De vuelta en casa. Objetivo cumplido: Vuelta al mundo sin avión.
Aunque había embarcado en Montreal, al remontar el río camino de Amberes me sentía un marinero que llegaba de mucho más lejos. Navegaba por aguas que siglos atrás recorrían los cargueros provenientes del rico comercio de las Islas de las Especias. Y yo en el fondo llegaba de la misma zona, del otro lado del mundo, de la isla de Chuuk tras innumerables trasbordos. Y al desembarcar una lluviosa mañana en Bélgica me sentía ya como en casa, aunque sólo fuera por usar el euro y pisar el viejo continente.
Los kilómetros que me faltaban para llegar a Zaragoza me parecían insignificantes al compararlos con los que había recorrido desde que salí hacía más de un año. Llovía, pero aun con todo quise dar un paseo por las calles, y los pasos perdidos me llevaron al imponente castillo que alberga el museo de la navegación junto al río. Allí me di cuenta de la espinita que me queda clavada; estaba a punto de dar la vuelta al mundo sin avión, pero no había podido cruzar el océano en velero.
Pasé mi primera noche europea en Bruselas. Siempre me ha parecido una ciudad triste y gris. Seguía lloviendo y los turistas sólo se separaban del paraguas para hacerse la foto junto al Maneken Pis, y yo los miraba aturdido, como si me encontrara fuera de lugar. La de sitios preciosos que tiene el mundo sin nadie que los fotografíe, y lo que somos capaces de montar por una fuente de un niño meando. Empezaba a notarme muy raro. Paseaba sin rumbo, y de repente descubrí una tienda que alimentó mi alma otra vez. Había fotos de viajes, música del mundo, y olores exóticos. Se llamaba «soulfood», y me devolvió un poco de aire ante la opresión que sentía al acercarme al mundo que había dejado casi olvidado meses atrás.
En las historias de marinos siempre había una escena de juergas al llegar a tierra. Hoy los puertos son como frías fábricas industriales, las estancias en tierra muy cortas, y el bar más cercano está a kilómetros de distancia, con lo que las borracheras son cosas del pasado. Yo no sé cómo lo hice, pero acabé haciendo buena las viejas historias de la noche en que se llega a puerto tras una larga travesía, y terminé casi tan perjudicado como en el Transiberiano con los soldados rusos. Todo empezó porque Marta, una zaragozana que vive en Bruselas, me hizo un rápido reciclaje a la comida aragonesa. Se me caían las lágrimas conforme aparecían los platos sobre la mesa. Atrás quedaban los días del barco con la comida india, y daba la bienvenida a los embutidos y conservas que tantos meses hacía que no comía. Y el pan. Por fin barras de pan para acompañar. Con tanta emoción, no me di cuenta de cómo se iban vaciando las botellas de Bordejé, y la memoria empezó a flaquear. Recuerdo lo importante. Que acabé bailando salsa. Eso sí, pero no sé dónde.

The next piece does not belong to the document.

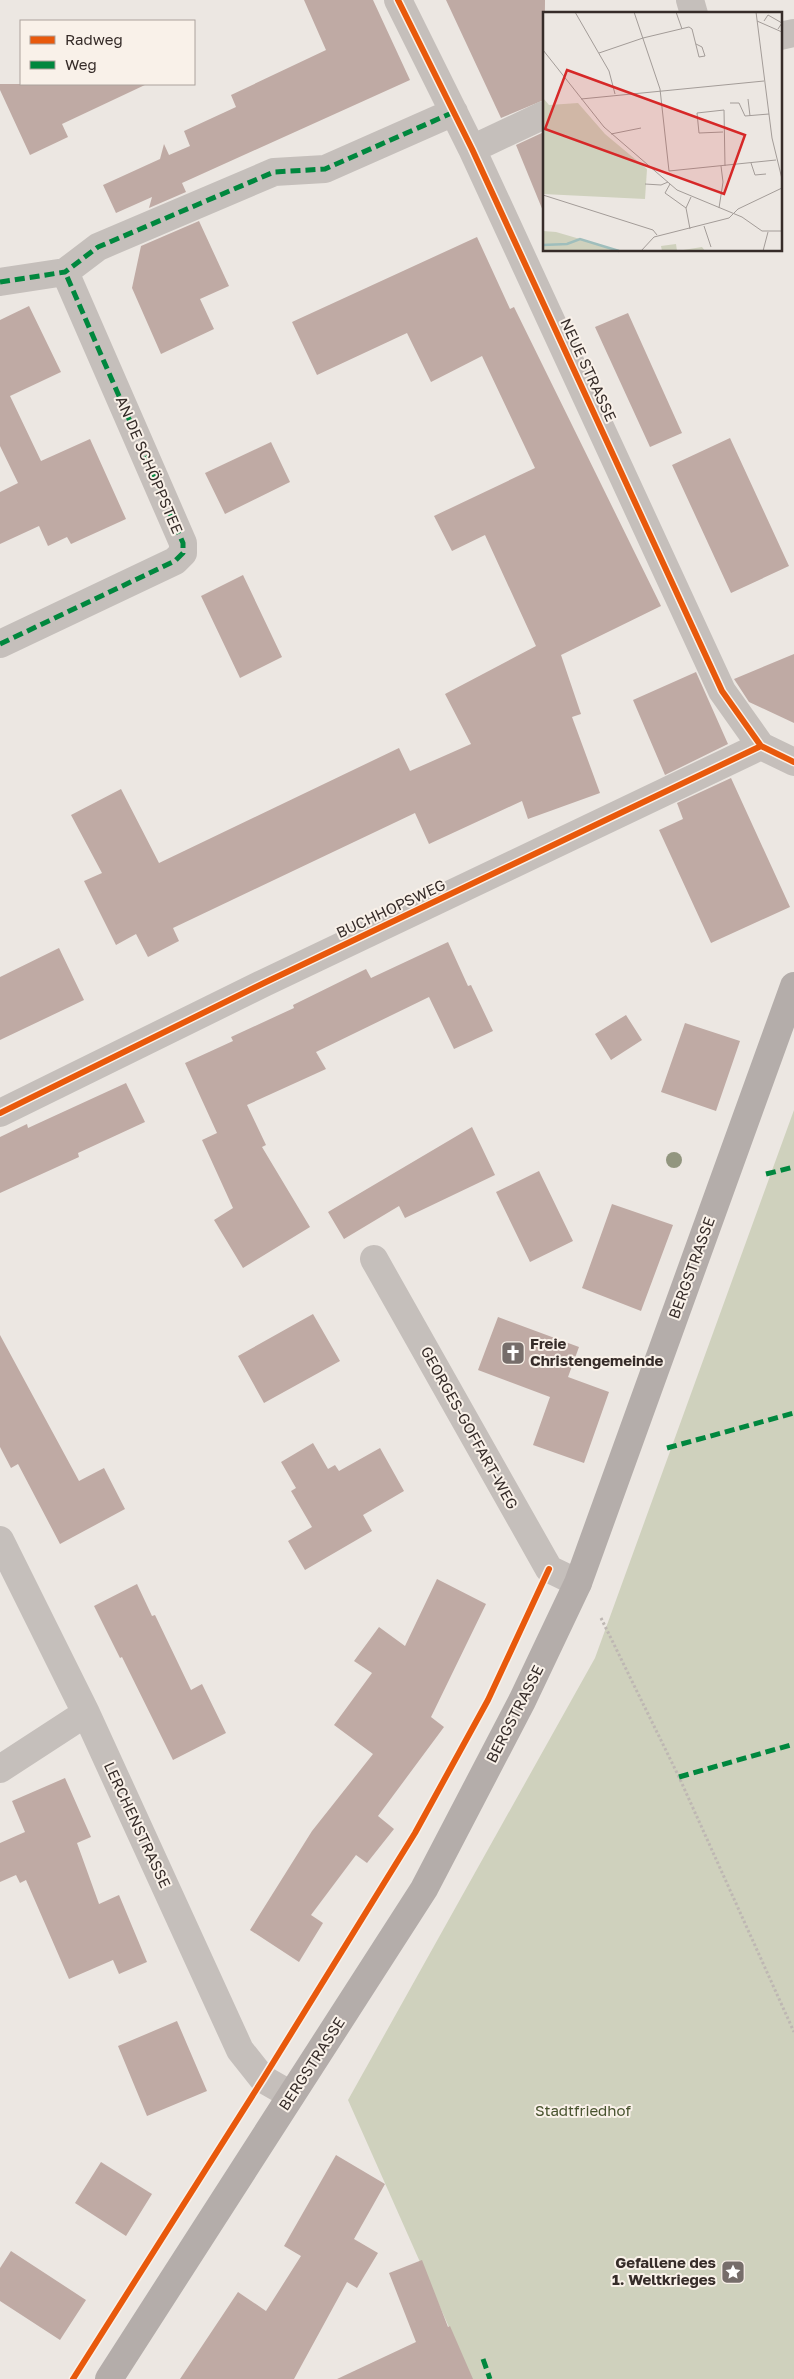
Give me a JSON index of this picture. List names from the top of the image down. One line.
{"streets":{"main road":["BERGSTRASSE"],"street":["NEUE STRASSE","AN DE SCHÖPPSTEE","BUCHHOPSWEG","GEORGES-GOFFART-WEG","LERCHENSTRASSE"]},"crossings":[["NEUE STRASSE","BUCHHOPSWEG"],["BERGSTRASSE","GEORGES-GOFFART-WEG"],["BERGSTRASSE","LERCHENSTRASSE"]],"parks":["Stadtfriedhof"],"places":{"church":["Freie Christengemeinde"],"place":["Gefallene des 1. Weltkrieges"]},"legend":["Radweg","Weg"]}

Por la mañana no andaba muy lúcido y eso es lo peor para viajar. Llegué a París por los pelos. Quería ir en tren, pero allí hace tiempo que funciona la alta velocidad, y la única opción son trenes rapidísimos donde pagas fortunas por el tiempo que te ahorras. Así que acabé con los que no tenemos dinero pero sí tiempo y color oscuro de piel en un incómodo autobús camino de la ciudad de la Luz.
Dicen que el secreto mejor guardado de París es que llueve más días que en Santiago de Compostela. También es cierto que de alguna manera acaba saliendo el sol, y siempre puedes llevarte fotos sin lluvia para enseñar en casa y seguir conservando el secreto. Y en esta visita se cumplió la norma. Lo único que cambié fue el alojamiento, pues en esta ocasión acabé en Montmatre, con una ventana que enmarcaba el Sagrado Corazón, en vez del barrio latino. Pero como siempre empecé visitando la librería «Shakeaspeare & Co» antes de perderme por las pocas calles de Francia en las que puedes cenar a horas españolas.
Los planes eran simplemente pasear sin rumbo, y si tenía ganas entrar en algún museo. Me apetecía ver las pinturas de Gauguin sobre Polinesia, pero al final ganó el Louvre, pues no había estado desde que inauguraron la controvertida pirámide. Disfruté recorriendo otra vez las salas que tanto me impresionaron en mi primer interrail, y pude contemplar los tesoros arrebatados a muchas ruinas que he visitado in situ desde aquel viaje iniciático. Y hay que ver lo que hace la concentración de tantas obras de arte. ¡Allí el agua mineral embotellada es cuatro veces más cara que la gasolina! La Mona Lisa siempre ha sido la estrella del museo. Ahora, tras la publicación del Código Da Vinci, tiene hasta cintas para ordenar las filas que se forman, y ya ningún vigilante gasta más energía en pedir que no usen el flash en las fotos.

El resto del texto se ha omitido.